Excerpted records: Begin
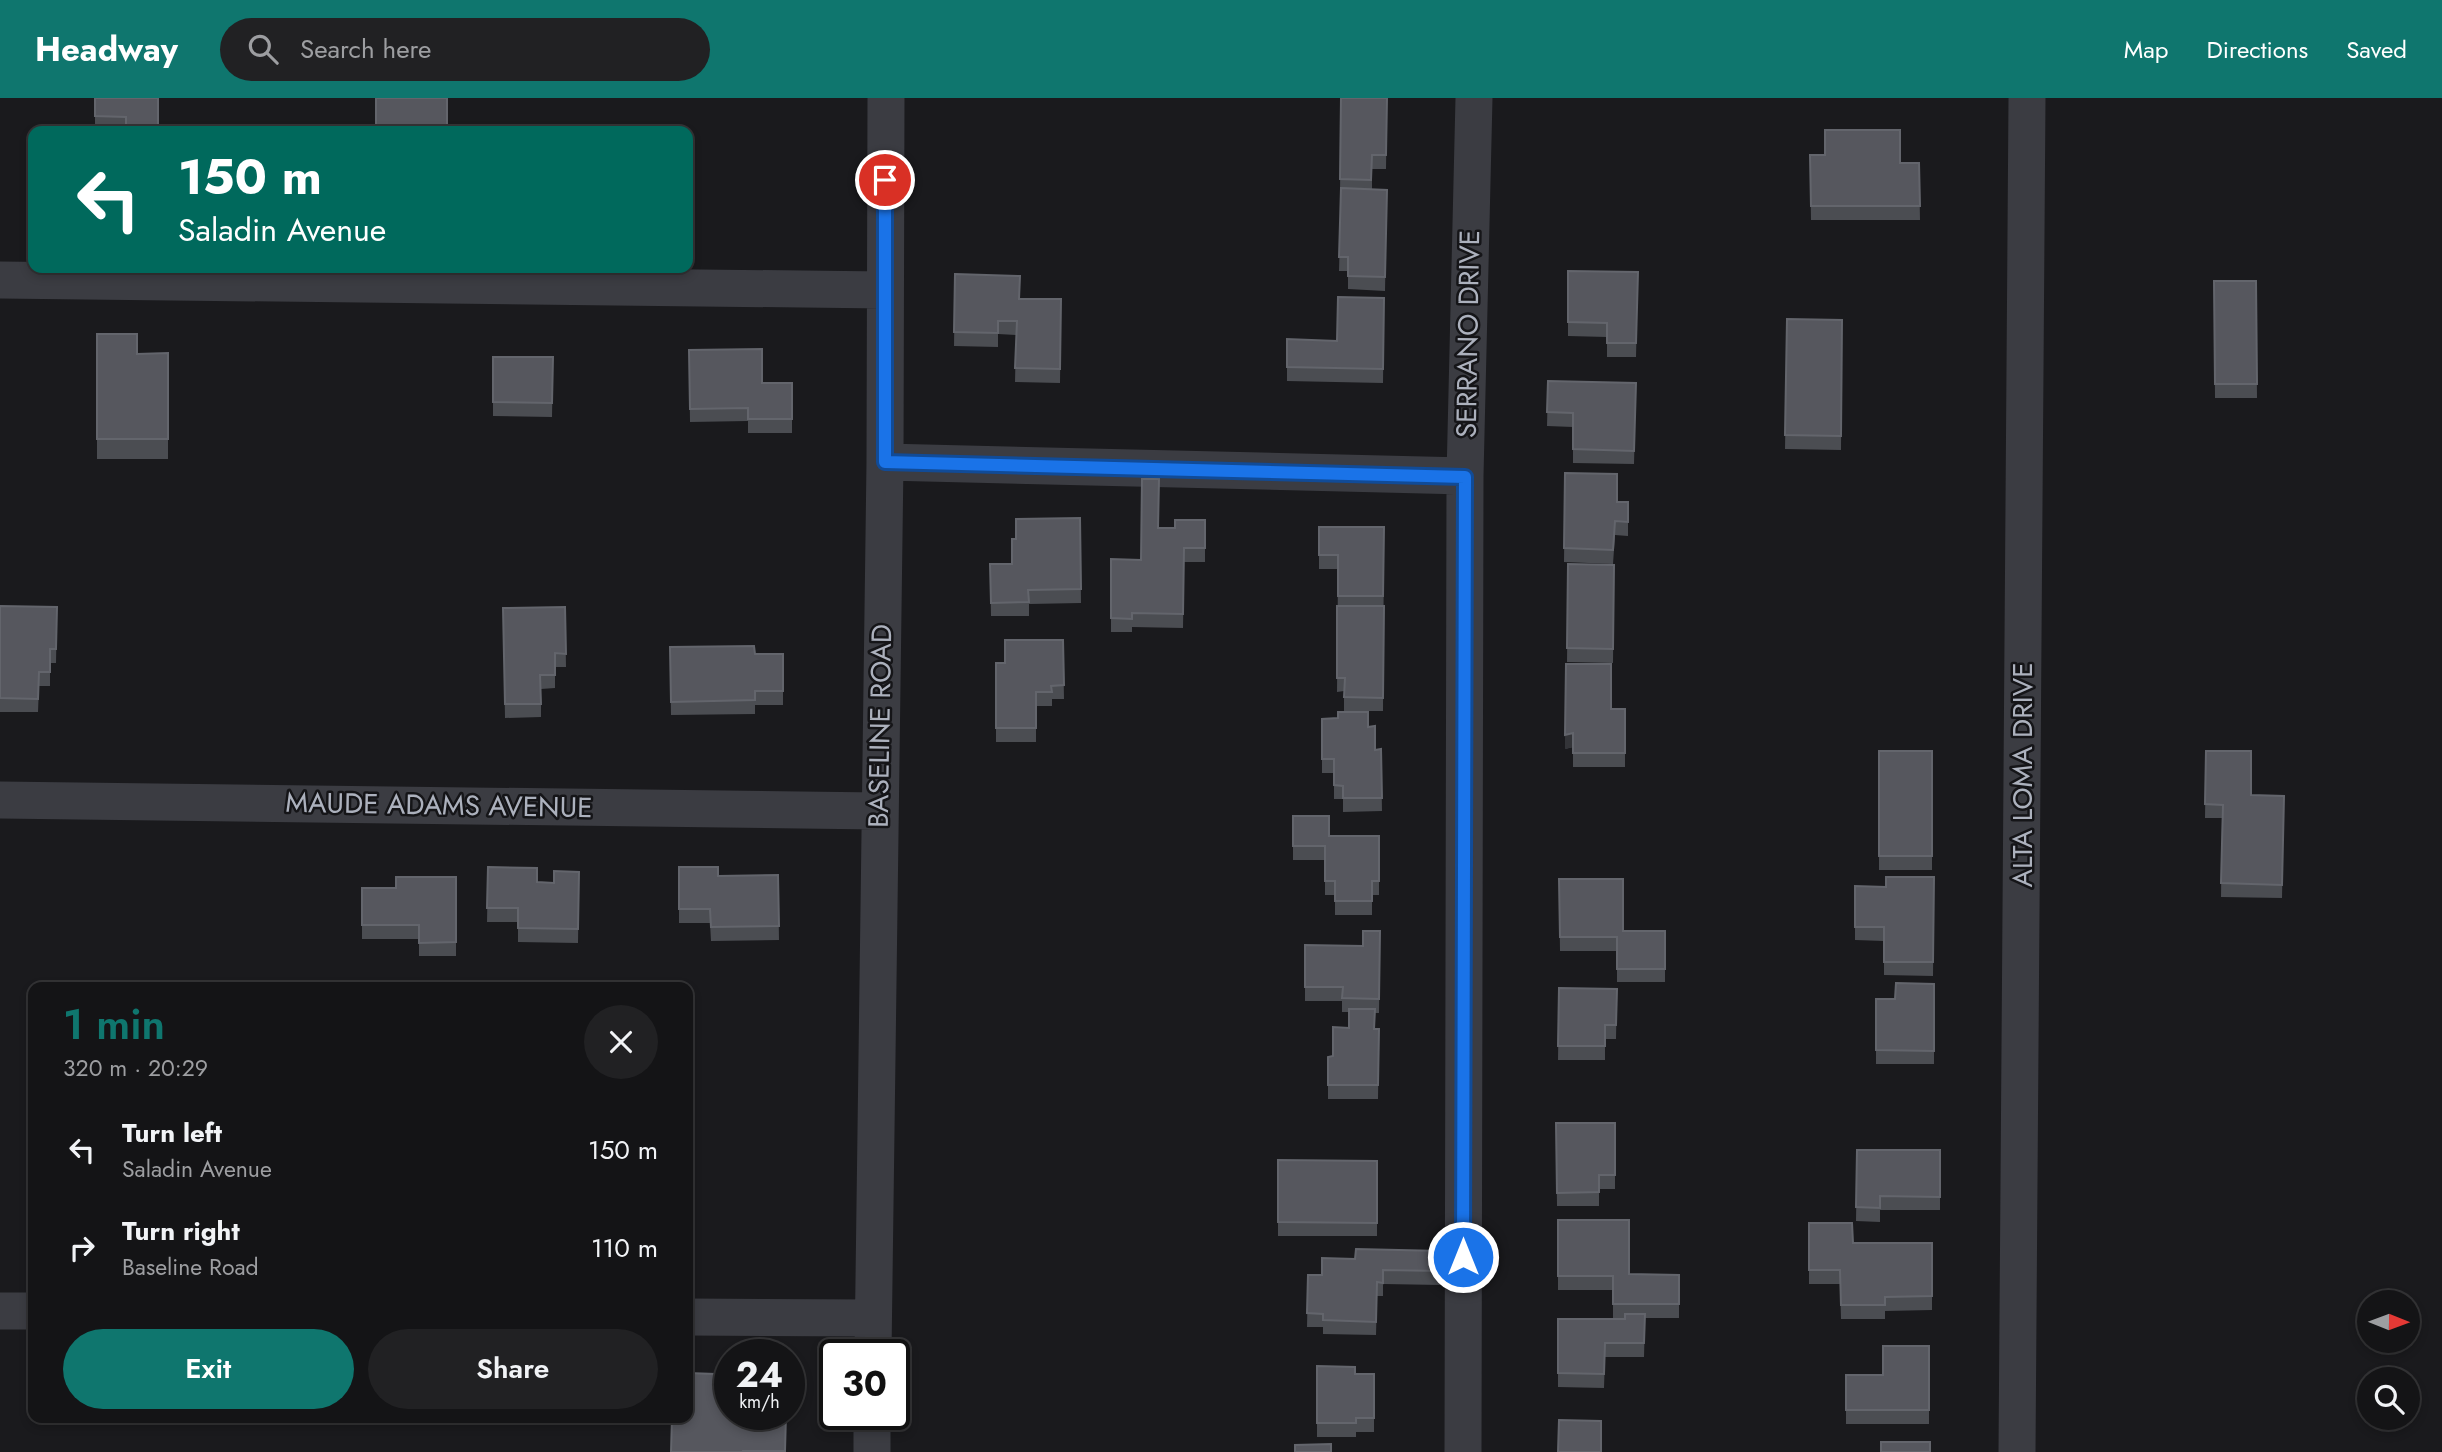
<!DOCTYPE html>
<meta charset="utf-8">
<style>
body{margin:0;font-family:Jost,sans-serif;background:#212123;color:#f1f3f6;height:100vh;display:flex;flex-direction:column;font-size:26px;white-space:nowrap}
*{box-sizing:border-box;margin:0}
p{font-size:23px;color:#9d9ea1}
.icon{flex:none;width:38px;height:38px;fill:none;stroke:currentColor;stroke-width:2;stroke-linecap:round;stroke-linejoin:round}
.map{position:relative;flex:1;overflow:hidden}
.panel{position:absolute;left:28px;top:884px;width:665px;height:441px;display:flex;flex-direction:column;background:#141416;border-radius:14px;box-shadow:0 4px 10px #0003,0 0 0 2px #333335}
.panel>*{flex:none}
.guide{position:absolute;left:28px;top:28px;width:665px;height:147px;border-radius:14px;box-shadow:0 4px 10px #0003,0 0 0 2px #333335;background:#00695c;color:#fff;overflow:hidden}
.needle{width:46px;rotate:91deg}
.tools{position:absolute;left:2357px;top:1192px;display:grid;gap:14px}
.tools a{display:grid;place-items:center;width:63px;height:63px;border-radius:50%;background:#141416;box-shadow:0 4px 10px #0003,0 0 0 2px #333335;font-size:35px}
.speed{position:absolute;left:714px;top:1241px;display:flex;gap:14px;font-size:35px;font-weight:700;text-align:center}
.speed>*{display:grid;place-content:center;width:91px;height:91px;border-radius:50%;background:#141416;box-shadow:0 4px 10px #0003,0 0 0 2px #333335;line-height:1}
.speed small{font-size:18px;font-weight:400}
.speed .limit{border:4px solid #111;border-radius:10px;background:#fff;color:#111}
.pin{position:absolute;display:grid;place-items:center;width:60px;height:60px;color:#fff;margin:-30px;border:4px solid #fff;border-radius:50%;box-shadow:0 2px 7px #0007}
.me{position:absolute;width:77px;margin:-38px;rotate:0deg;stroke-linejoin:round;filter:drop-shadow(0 0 5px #0008)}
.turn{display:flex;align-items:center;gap:24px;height:147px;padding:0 35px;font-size:32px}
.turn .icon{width:91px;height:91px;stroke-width:2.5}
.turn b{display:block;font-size:49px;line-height:60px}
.round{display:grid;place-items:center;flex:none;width:74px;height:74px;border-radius:37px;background:#212123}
.head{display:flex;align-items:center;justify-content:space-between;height:119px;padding:0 35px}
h1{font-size:42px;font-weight:600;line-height:52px;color:#0f766e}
.cta{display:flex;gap:14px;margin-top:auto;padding:14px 35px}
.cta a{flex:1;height:80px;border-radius:42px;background:#0f766e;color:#fff;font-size:28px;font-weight:600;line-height:80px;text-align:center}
.cta a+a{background:#212123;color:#f1f3f6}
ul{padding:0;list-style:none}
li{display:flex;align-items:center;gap:21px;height:98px;padding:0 35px}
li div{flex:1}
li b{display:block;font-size:26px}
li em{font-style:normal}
header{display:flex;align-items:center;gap:42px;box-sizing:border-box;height:98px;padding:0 35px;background:#0f766e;color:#fff}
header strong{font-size:33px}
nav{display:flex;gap:38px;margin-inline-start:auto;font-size:24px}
.search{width:490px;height:63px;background:#212123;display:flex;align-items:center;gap:18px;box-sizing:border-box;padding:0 24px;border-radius:38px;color:#9d9ea1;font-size:26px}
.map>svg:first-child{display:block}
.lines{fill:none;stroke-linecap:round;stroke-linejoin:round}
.minor{stroke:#3b3c42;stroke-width:37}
.wall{fill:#4b4d52}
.shaded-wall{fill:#333438}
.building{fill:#56575e;stroke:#63656c;stroke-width:2}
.route-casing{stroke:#114b97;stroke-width:18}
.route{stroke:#1a73e8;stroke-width:12}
.labels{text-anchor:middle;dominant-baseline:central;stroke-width:5;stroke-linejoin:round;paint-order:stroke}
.street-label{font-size:28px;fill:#acb1bd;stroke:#151518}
</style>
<header>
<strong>Headway</strong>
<div class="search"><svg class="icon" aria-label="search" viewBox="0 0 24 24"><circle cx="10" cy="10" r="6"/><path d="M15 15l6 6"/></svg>Search here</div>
<nav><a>Map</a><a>Directions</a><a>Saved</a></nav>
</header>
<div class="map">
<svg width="2442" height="1354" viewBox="0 0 2442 1354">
<rect width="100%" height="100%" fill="#1a1a1d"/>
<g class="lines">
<!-- minor -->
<path class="minor" d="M 0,182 L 885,192
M 885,364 L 1465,378
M 0,702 L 879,713
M 0,1213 L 33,1213
M 688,1219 L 873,1220
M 873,1256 L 885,364 L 886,0
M 872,1354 L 872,1316
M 1463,1354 L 1465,378 L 1474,0
M 2017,1354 L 2027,0"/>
</g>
<!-- wall -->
<path class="wall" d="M 95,0 L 158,0 L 126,32 L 95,32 Z
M 1341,0 L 1387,0 L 1386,71 L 1372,71 L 1372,91 L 1387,92 L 1385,193 L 1348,191 L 1348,173 L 1339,173 L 1341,95 L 1340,95 Z
M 1810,57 L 1900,65 L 1919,65 L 1920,122 L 1811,122 Z
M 1568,173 L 1638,174 L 1636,259 L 1607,259 L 1607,239 L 1568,238 Z
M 955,176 L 1020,201 L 1061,201 L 1060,285 L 1015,284 L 1016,237 L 998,236 L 998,249 L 954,248 Z
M 2214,183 L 2256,183 L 2257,300 L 2215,300 Z
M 1384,200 L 1383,285 L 1287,283 L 1287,241 L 1337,243 Z
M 1787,221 L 1842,222 L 1841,352 L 1785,351 Z
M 97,236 L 137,256 L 168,255 L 168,361 L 97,361 Z
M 689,252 L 762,285 L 792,285 L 792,335 L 748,335 L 748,323 L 690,324 Z
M 493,259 L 553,259 L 552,319 L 493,318 Z
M 1548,283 L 1636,285 L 1634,366 L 1573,365 L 1573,329 L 1547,328 Z
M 1565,375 L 1617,404 L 1628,404 L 1628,438 L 1615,437 L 1613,466 L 1564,464 Z
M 1080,420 L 1081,505 L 1029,506 L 1029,518 L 991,518 L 990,466 L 1012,466 L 1016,441 Z
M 1205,422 L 1205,464 L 1184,464 L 1183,530 L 1132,529 L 1132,534 L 1111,534 L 1111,461 L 1141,462 L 1159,430 L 1175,430 Z
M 1319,429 L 1384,429 L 1383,613 L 1344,613 L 1344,593 L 1337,594 L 1338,471 L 1319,471 Z
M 1568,466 L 1614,467 L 1613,565 L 1567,564 Z
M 0,508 L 57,509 L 56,565 L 50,565 L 50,588 L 39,588 L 38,614 L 0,614 Z
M 565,509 L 566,569 L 555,569 L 555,590 L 541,591 L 541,619 L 505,620 L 503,510 Z
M 1063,542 L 1064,601 L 1052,601 L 1052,608 L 1036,608 L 1036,644 L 996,644 L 996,565 L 1005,565 Z
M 670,549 L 755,556 L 783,556 L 783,607 L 755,607 L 755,616 L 671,617 Z
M 1611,611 L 1625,611 L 1625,669 L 1573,669 L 1573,649 L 1565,651 Z
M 1322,621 L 1368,629 L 1375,652 L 1381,651 L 1382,713 L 1343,714 L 1343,701 L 1334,701 L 1334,675 L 1322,675 Z
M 1879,653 L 1932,653 L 1932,772 L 1879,772 Z
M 2206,653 L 2251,697 L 2284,698 L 2282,800 L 2221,799 L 2222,720 L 2205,720 Z
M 1293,718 L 1329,738 L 1379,738 L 1379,797 L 1372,797 L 1372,817 L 1335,817 L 1335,797 L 1325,797 L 1325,762 L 1293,762 Z
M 488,769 L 537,784 L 554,785 L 579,774 L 578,845 L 518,844 L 518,824 L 487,824 Z
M 679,769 L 718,778 L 778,777 L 779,842 L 711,843 L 710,825 L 679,825 Z
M 456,779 L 456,858 L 419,858 L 419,841 L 362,841 L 362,790 L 396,790 Z
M 1934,779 L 1933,878 L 1884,877 L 1884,843 L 1855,842 L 1855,788 L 1886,789 Z
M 1559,781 L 1623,833 L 1665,833 L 1665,884 L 1617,884 L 1617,853 L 1560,853 Z
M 1380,833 L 1379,915 L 1375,915 L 1374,931 L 1379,931 L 1378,1001 L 1328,1001 L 1328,959 L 1333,958 L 1349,930 L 1349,914 L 1342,914 L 1342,903 L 1305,903 L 1305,847 L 1363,848 Z
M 1934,886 L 1934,966 L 1876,966 L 1876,901 L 1895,901 Z
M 1559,890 L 1617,891 L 1616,941 L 1605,941 L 1605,962 L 1558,962 Z
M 1556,1025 L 1615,1025 L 1615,1091 L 1599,1091 L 1599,1108 L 1557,1108 Z
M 1857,1052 L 1940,1052 L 1940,1112 L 1880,1112 L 1880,1124 L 1856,1123 Z
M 1278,1062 L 1377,1063 L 1377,1138 L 1278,1138 Z
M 1558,1122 L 1629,1176 L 1679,1177 L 1679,1220 L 1645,1220 L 1644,1259 L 1605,1259 L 1604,1290 L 1558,1289 L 1558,1221 L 1625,1221 L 1625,1220 L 1613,1220 L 1613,1192 L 1558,1192 Z
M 1809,1125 L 1853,1145 L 1932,1145 L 1932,1212 L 1885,1213 L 1885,1221 L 1841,1221 L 1840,1186 L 1809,1186 Z
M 1441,1153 L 1441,1187 L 1383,1186 L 1383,1198 L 1377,1198 L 1376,1237 L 1323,1236 L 1323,1229 L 1307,1229 L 1308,1177 L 1322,1177 L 1355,1161 Z
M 1929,1248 L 1929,1326 L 1846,1326 L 1846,1277 L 1883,1277 Z
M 1317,1268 L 1355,1276 L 1374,1276 L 1374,1334 L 1356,1334 L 1356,1339 L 1317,1339 Z
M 715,1295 L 786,1316 L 786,1354 L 671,1354 Z"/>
<!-- shaded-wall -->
<path class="shaded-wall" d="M 1573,635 L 1573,649 L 1565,651 L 1565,637 Z"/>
<!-- building -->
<path class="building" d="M 95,0 L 158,0 L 158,33 L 126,33 L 126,19 L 95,18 Z
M 376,0 L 447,0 L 447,33 L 376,33 Z
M 1341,0 L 1387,0 L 1386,57 L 1372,57 L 1371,82 L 1340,81 Z
M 1825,32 L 1900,32 L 1900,65 L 1919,65 L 1920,108 L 1811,108 L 1810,57 L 1825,57 Z
M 1341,90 L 1387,92 L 1385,179 L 1348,178 L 1348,159 L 1339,159 Z
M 1568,173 L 1638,174 L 1636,245 L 1607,245 L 1607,225 L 1568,224 Z
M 955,176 L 1020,178 L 1019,201 L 1061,201 L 1060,271 L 1015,270 L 1017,223 L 998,223 L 998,235 L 954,234 Z
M 2214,183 L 2256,183 L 2257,286 L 2215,286 Z
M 1338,199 L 1384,200 L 1383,271 L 1287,269 L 1287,241 L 1337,243 Z
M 1787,221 L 1842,222 L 1841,338 L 1785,337 Z
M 97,236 L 137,236 L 137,256 L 168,255 L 168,341 L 97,341 Z
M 762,251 L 762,285 L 792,285 L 792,321 L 748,321 L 748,310 L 690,311 L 689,252 Z
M 493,259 L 553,259 L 552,305 L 493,304 Z
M 1548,283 L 1636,285 L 1634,353 L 1573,351 L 1573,315 L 1547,314 Z
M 1565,375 L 1617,376 L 1617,404 L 1628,404 L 1628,424 L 1615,423 L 1613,452 L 1564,450 Z
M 1142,381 L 1159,381 L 1158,430 L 1175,430 L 1175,422 L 1205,422 L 1205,450 L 1184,450 L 1183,516 L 1132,515 L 1132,521 L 1111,520 L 1111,461 L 1141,462 Z
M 1080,420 L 1081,491 L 1028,492 L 1029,504 L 991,505 L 990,466 L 1012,466 L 1012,441 L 1016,441 L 1016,421 Z
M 1319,429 L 1384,429 L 1383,498 L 1338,498 L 1338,457 L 1319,457 Z
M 1568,466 L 1614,467 L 1613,551 L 1567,550 Z
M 0,508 L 57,509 L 56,551 L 50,551 L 50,574 L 39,574 L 38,601 L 0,600 Z
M 1337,508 L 1384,508 L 1383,600 L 1344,599 L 1345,580 L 1337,580 Z
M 565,509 L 566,556 L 555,555 L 555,577 L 540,577 L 541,606 L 505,606 L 503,510 Z
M 1005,542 L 1063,542 L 1064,587 L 1051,588 L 1052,594 L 1036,594 L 1036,630 L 996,630 L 996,565 L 1005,565 Z
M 754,548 L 755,556 L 783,556 L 783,593 L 755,593 L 755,602 L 671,604 L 670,549 Z
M 1566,566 L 1611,566 L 1611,611 L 1625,611 L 1625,655 L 1573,655 L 1573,635 L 1565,637 Z
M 1338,614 L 1368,614 L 1368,629 L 1375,628 L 1375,652 L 1381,651 L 1382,700 L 1343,700 L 1343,688 L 1334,687 L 1334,661 L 1322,661 L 1322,621 L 1338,620 Z
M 1879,653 L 1932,653 L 1932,758 L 1879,758 Z
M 2206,653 L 2251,653 L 2251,697 L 2284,698 L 2282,787 L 2221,785 L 2223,707 L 2205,706 Z
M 1293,718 L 1329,718 L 1329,738 L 1379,738 L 1379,783 L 1372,783 L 1372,803 L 1335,803 L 1335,783 L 1325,783 L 1325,748 L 1293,748 Z
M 488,769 L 537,770 L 537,784 L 554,785 L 554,773 L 579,774 L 578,831 L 518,830 L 518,810 L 487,810 Z
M 679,769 L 718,769 L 718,778 L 778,777 L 779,828 L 711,829 L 710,811 L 679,811 Z
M 396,779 L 456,779 L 456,844 L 419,845 L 419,827 L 362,827 L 362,790 L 396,790 Z
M 1886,779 L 1934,779 L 1933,864 L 1884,864 L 1884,829 L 1855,829 L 1855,788 L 1886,789 Z
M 1559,781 L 1623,781 L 1623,833 L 1665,833 L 1665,871 L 1617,871 L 1617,839 L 1560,839 Z
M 1363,833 L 1380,833 L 1379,901 L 1342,900 L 1343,889 L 1305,889 L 1305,847 L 1363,848 Z
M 1896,885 L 1934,886 L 1934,953 L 1876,952 L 1876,901 L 1895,901 Z
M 1559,890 L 1617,891 L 1616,927 L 1605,927 L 1605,948 L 1558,948 Z
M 1349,911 L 1375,911 L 1374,931 L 1379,931 L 1378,987 L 1328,987 L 1328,959 L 1333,958 L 1333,929 L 1349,930 Z
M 1556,1025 L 1615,1025 L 1615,1077 L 1599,1077 L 1599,1094 L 1557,1095 Z
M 1857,1052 L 1940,1052 L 1940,1099 L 1880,1098 L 1880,1110 L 1856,1109 Z
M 1278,1062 L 1377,1063 L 1377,1125 L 1278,1124 Z
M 1558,1122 L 1629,1122 L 1629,1176 L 1679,1177 L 1679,1206 L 1613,1206 L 1613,1178 L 1558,1178 Z
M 1809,1125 L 1852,1125 L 1853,1145 L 1932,1145 L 1932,1198 L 1885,1199 L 1885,1207 L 1841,1207 L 1840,1172 L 1809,1172 Z
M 1356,1151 L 1441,1153 L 1441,1173 L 1383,1172 L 1383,1185 L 1377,1184 L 1376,1224 L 1323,1222 L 1323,1216 L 1307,1215 L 1308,1177 L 1322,1177 L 1322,1160 L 1355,1161 Z
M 1625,1216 L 1645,1216 L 1644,1245 L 1605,1245 L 1604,1276 L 1558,1275 L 1558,1221 L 1625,1221 Z
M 1883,1248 L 1929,1248 L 1929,1312 L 1846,1312 L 1846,1277 L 1883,1277 Z
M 1317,1268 L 1355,1269 L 1355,1276 L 1374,1276 L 1374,1320 L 1356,1320 L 1356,1325 L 1317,1325 Z
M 688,1275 L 715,1276 L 714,1295 L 730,1295 L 730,1316 L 786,1316 L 785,1353 L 743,1353 L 743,1354 L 671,1354 L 672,1320 L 688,1320 Z
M 1559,1322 L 1601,1323 L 1601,1354 L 1558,1354 Z
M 1881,1344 L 1930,1344 L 1930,1354 L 1881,1354 Z
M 1331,1346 L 1331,1354 L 1295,1354 L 1295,1347 Z"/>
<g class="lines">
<defs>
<path id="route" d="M 885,82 L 885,364 L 1465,379 L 1463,1159"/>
</defs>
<!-- route casing -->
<use href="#route" class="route-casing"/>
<!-- route -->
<use href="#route" class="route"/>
</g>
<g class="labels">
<!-- street labels -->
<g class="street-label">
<text transform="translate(1468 236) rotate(-89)">SERRANO DRIVE</text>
<text transform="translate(880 628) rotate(-89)">BASELINE ROAD</text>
<text transform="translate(2022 677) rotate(-90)">ALTA LOMA DRIVE</text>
<text transform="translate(439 707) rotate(1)">MAUDE ADAMS AVENUE</text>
</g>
</g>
</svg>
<div class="tools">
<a><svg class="needle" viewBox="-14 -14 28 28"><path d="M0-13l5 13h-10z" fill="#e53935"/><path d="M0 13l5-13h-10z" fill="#9d9ea1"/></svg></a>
<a><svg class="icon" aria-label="search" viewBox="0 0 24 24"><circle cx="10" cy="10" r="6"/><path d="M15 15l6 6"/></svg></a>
</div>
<div class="speed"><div>24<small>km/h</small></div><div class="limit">30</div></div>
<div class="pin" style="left:885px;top:82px;background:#d93025"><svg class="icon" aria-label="arrive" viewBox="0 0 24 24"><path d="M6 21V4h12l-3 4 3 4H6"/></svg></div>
<svg class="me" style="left:1463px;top:1159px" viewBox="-20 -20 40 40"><circle r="17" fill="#1a73e8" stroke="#fff" stroke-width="3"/><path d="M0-11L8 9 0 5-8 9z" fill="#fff"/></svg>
<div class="guide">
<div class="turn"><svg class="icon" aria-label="left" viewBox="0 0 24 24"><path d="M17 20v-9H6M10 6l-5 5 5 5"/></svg><div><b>150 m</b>Saladin Avenue</div></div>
</div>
<section class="panel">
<div class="head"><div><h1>1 min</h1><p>320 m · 20:29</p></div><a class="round"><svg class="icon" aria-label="close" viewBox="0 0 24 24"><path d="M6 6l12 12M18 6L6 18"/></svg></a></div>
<ul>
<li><svg class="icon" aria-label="left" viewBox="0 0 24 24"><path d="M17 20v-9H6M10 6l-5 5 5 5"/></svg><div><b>Turn left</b><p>Saladin Avenue</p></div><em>150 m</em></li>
<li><svg class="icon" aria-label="right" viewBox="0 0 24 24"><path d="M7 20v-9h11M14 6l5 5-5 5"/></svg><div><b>Turn right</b><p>Baseline Road</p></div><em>110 m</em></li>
</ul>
<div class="cta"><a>Exit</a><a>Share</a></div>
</section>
</div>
Excerpted records: End
» Requirement
Copy out the lines from the line containing "left</b><p>Saladin Avenue</p></div><em>150 m</em></li>" to the end of the listing above, without alteration.

» Worked solution
<li><svg class="icon" aria-label="left" viewBox="0 0 24 24"><path d="M17 20v-9H6M10 6l-5 5 5 5"/></svg><div><b>Turn left</b><p>Saladin Avenue</p></div><em>150 m</em></li>
<li><svg class="icon" aria-label="right" viewBox="0 0 24 24"><path d="M7 20v-9h11M14 6l5 5-5 5"/></svg><div><b>Turn right</b><p>Baseline Road</p></div><em>110 m</em></li>
</ul>
<div class="cta"><a>Exit</a><a>Share</a></div>
</section>
</div>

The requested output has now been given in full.